▸ **WORK TO BE COMPLETED**:
These entries must be printed again exactly as they are.

* * * * * * *

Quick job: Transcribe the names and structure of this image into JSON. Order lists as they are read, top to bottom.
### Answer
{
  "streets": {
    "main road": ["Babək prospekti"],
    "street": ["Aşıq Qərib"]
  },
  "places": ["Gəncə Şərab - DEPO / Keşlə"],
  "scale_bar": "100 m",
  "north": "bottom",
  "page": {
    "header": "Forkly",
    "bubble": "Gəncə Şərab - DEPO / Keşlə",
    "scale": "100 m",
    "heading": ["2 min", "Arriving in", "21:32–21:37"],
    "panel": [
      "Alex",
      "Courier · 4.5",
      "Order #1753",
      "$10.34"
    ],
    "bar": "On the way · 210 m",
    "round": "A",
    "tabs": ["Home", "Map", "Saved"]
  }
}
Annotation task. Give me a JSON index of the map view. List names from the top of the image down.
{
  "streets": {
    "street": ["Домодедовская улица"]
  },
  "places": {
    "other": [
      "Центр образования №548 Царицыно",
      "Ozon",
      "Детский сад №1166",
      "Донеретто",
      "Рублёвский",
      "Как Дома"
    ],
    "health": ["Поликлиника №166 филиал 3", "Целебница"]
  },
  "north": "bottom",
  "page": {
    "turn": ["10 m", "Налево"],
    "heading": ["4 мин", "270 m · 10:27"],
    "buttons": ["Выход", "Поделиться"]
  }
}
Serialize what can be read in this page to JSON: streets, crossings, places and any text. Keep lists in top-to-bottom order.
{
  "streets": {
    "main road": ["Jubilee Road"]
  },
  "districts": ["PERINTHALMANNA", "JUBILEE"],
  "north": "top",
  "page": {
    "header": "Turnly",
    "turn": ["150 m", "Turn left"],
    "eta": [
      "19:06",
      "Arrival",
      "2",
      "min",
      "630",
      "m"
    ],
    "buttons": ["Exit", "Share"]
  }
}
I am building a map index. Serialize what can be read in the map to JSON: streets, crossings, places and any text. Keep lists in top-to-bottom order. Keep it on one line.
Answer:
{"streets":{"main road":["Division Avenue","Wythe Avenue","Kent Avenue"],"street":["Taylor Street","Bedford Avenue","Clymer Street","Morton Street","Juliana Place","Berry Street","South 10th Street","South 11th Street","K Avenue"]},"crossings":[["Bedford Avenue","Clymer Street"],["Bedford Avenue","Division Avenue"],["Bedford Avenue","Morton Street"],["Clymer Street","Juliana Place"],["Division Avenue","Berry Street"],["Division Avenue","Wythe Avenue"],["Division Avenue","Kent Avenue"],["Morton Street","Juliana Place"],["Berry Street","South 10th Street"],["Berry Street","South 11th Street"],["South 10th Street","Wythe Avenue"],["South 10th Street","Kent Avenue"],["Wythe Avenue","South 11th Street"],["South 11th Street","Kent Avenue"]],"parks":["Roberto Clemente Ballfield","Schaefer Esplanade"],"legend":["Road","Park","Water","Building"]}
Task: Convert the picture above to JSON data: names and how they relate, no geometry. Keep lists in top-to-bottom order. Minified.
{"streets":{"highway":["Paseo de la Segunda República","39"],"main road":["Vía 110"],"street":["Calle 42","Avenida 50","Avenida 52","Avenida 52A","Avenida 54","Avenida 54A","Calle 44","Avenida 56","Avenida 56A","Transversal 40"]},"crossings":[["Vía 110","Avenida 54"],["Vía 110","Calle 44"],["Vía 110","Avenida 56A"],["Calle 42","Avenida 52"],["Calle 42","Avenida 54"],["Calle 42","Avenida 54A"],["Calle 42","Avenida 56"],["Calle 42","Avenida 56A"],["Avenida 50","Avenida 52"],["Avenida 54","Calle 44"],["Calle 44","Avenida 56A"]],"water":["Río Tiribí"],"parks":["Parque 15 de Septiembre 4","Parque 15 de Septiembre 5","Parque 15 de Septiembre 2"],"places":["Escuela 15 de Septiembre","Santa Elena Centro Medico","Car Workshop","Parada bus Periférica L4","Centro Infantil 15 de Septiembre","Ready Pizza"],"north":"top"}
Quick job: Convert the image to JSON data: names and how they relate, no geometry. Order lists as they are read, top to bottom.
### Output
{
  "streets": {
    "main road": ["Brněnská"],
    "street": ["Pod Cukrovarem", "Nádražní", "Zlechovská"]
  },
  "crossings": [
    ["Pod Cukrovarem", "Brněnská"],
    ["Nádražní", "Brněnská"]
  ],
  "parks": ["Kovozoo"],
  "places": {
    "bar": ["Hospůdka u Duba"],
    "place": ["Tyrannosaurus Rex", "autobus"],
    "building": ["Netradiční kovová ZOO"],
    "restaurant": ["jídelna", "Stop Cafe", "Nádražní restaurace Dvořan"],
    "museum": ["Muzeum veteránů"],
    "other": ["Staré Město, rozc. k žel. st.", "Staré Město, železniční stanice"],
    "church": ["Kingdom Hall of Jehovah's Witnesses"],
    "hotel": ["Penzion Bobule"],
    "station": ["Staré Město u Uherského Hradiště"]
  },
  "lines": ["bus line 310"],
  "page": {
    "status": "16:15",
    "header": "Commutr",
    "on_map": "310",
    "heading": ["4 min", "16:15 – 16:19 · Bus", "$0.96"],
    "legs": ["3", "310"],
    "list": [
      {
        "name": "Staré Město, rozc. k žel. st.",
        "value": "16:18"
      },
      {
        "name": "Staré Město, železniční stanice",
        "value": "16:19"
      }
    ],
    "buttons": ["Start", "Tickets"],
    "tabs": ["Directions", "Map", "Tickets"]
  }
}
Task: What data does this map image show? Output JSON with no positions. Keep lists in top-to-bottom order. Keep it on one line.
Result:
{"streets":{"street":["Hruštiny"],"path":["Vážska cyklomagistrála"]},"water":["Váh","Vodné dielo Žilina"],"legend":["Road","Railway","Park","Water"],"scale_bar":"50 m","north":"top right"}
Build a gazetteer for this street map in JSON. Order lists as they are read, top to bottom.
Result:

* * * * * * *

▸ **RESULT**:
Quick job: Transcribe the names and structure of this image into JSON. Order lists as they are read, top to bottom.
### Answer
{
  "streets": {
    "main road": ["Babək prospekti"],
    "street": ["Aşıq Qərib"]
  },
  "places": ["Gəncə Şərab - DEPO / Keşlə"],
  "scale_bar": "100 m",
  "north": "bottom",
  "page": {
    "header": "Forkly",
    "bubble": "Gəncə Şərab - DEPO / Keşlə",
    "scale": "100 m",
    "heading": ["2 min", "Arriving in", "21:32–21:37"],
    "panel": [
      "Alex",
      "Courier · 4.5",
      "Order #1753",
      "$10.34"
    ],
    "bar": "On the way · 210 m",
    "round": "A",
    "tabs": ["Home", "Map", "Saved"]
  }
}
Annotation task. Give me a JSON index of the map view. List names from the top of the image down.
{
  "streets": {
    "street": ["Домодедовская улица"]
  },
  "places": {
    "other": [
      "Центр образования №548 Царицыно",
      "Ozon",
      "Детский сад №1166",
      "Донеретто",
      "Рублёвский",
      "Как Дома"
    ],
    "health": ["Поликлиника №166 филиал 3", "Целебница"]
  },
  "north": "bottom",
  "page": {
    "turn": ["10 m", "Налево"],
    "heading": ["4 мин", "270 m · 10:27"],
    "buttons": ["Выход", "Поделиться"]
  }
}
Serialize what can be read in this page to JSON: streets, crossings, places and any text. Keep lists in top-to-bottom order.
{
  "streets": {
    "main road": ["Jubilee Road"]
  },
  "districts": ["PERINTHALMANNA", "JUBILEE"],
  "north": "top",
  "page": {
    "header": "Turnly",
    "turn": ["150 m", "Turn left"],
    "eta": [
      "19:06",
      "Arrival",
      "2",
      "min",
      "630",
      "m"
    ],
    "buttons": ["Exit", "Share"]
  }
}
I am building a map index. Serialize what can be read in the map to JSON: streets, crossings, places and any text. Keep lists in top-to-bottom order. Keep it on one line.
Answer:
{"streets":{"main road":["Division Avenue","Wythe Avenue","Kent Avenue"],"street":["Taylor Street","Bedford Avenue","Clymer Street","Morton Street","Juliana Place","Berry Street","South 10th Street","South 11th Street","K Avenue"]},"crossings":[["Bedford Avenue","Clymer Street"],["Bedford Avenue","Division Avenue"],["Bedford Avenue","Morton Street"],["Clymer Street","Juliana Place"],["Division Avenue","Berry Street"],["Division Avenue","Wythe Avenue"],["Division Avenue","Kent Avenue"],["Morton Street","Juliana Place"],["Berry Street","South 10th Street"],["Berry Street","South 11th Street"],["South 10th Street","Wythe Avenue"],["South 10th Street","Kent Avenue"],["Wythe Avenue","South 11th Street"],["South 11th Street","Kent Avenue"]],"parks":["Roberto Clemente Ballfield","Schaefer Esplanade"],"legend":["Road","Park","Water","Building"]}
Task: Convert the picture above to JSON data: names and how they relate, no geometry. Keep lists in top-to-bottom order. Minified.
{"streets":{"highway":["Paseo de la Segunda República","39"],"main road":["Vía 110"],"street":["Calle 42","Avenida 50","Avenida 52","Avenida 52A","Avenida 54","Avenida 54A","Calle 44","Avenida 56","Avenida 56A","Transversal 40"]},"crossings":[["Vía 110","Avenida 54"],["Vía 110","Calle 44"],["Vía 110","Avenida 56A"],["Calle 42","Avenida 52"],["Calle 42","Avenida 54"],["Calle 42","Avenida 54A"],["Calle 42","Avenida 56"],["Calle 42","Avenida 56A"],["Avenida 50","Avenida 52"],["Avenida 54","Calle 44"],["Calle 44","Avenida 56A"]],"water":["Río Tiribí"],"parks":["Parque 15 de Septiembre 4","Parque 15 de Septiembre 5","Parque 15 de Septiembre 2"],"places":["Escuela 15 de Septiembre","Santa Elena Centro Medico","Car Workshop","Parada bus Periférica L4","Centro Infantil 15 de Septiembre","Ready Pizza"],"north":"top"}
Quick job: Convert the image to JSON data: names and how they relate, no geometry. Order lists as they are read, top to bottom.
### Output
{
  "streets": {
    "main road": ["Brněnská"],
    "street": ["Pod Cukrovarem", "Nádražní", "Zlechovská"]
  },
  "crossings": [
    ["Pod Cukrovarem", "Brněnská"],
    ["Nádražní", "Brněnská"]
  ],
  "parks": ["Kovozoo"],
  "places": {
    "bar": ["Hospůdka u Duba"],
    "place": ["Tyrannosaurus Rex", "autobus"],
    "building": ["Netradiční kovová ZOO"],
    "restaurant": ["jídelna", "Stop Cafe", "Nádražní restaurace Dvořan"],
    "museum": ["Muzeum veteránů"],
    "other": ["Staré Město, rozc. k žel. st.", "Staré Město, železniční stanice"],
    "church": ["Kingdom Hall of Jehovah's Witnesses"],
    "hotel": ["Penzion Bobule"],
    "station": ["Staré Město u Uherského Hradiště"]
  },
  "lines": ["bus line 310"],
  "page": {
    "status": "16:15",
    "header": "Commutr",
    "on_map": "310",
    "heading": ["4 min", "16:15 – 16:19 · Bus", "$0.96"],
    "legs": ["3", "310"],
    "list": [
      {
        "name": "Staré Město, rozc. k žel. st.",
        "value": "16:18"
      },
      {
        "name": "Staré Město, železniční stanice",
        "value": "16:19"
      }
    ],
    "buttons": ["Start", "Tickets"],
    "tabs": ["Directions", "Map", "Tickets"]
  }
}
Task: What data does this map image show? Output JSON with no positions. Keep lists in top-to-bottom order. Keep it on one line.
Result:
{"streets":{"street":["Hruštiny"],"path":["Vážska cyklomagistrála"]},"water":["Váh","Vodné dielo Žilina"],"legend":["Road","Railway","Park","Water"],"scale_bar":"50 m","north":"top right"}
Build a gazetteer for this street map in JSON. Order lists as they are read, top to bottom.
Result:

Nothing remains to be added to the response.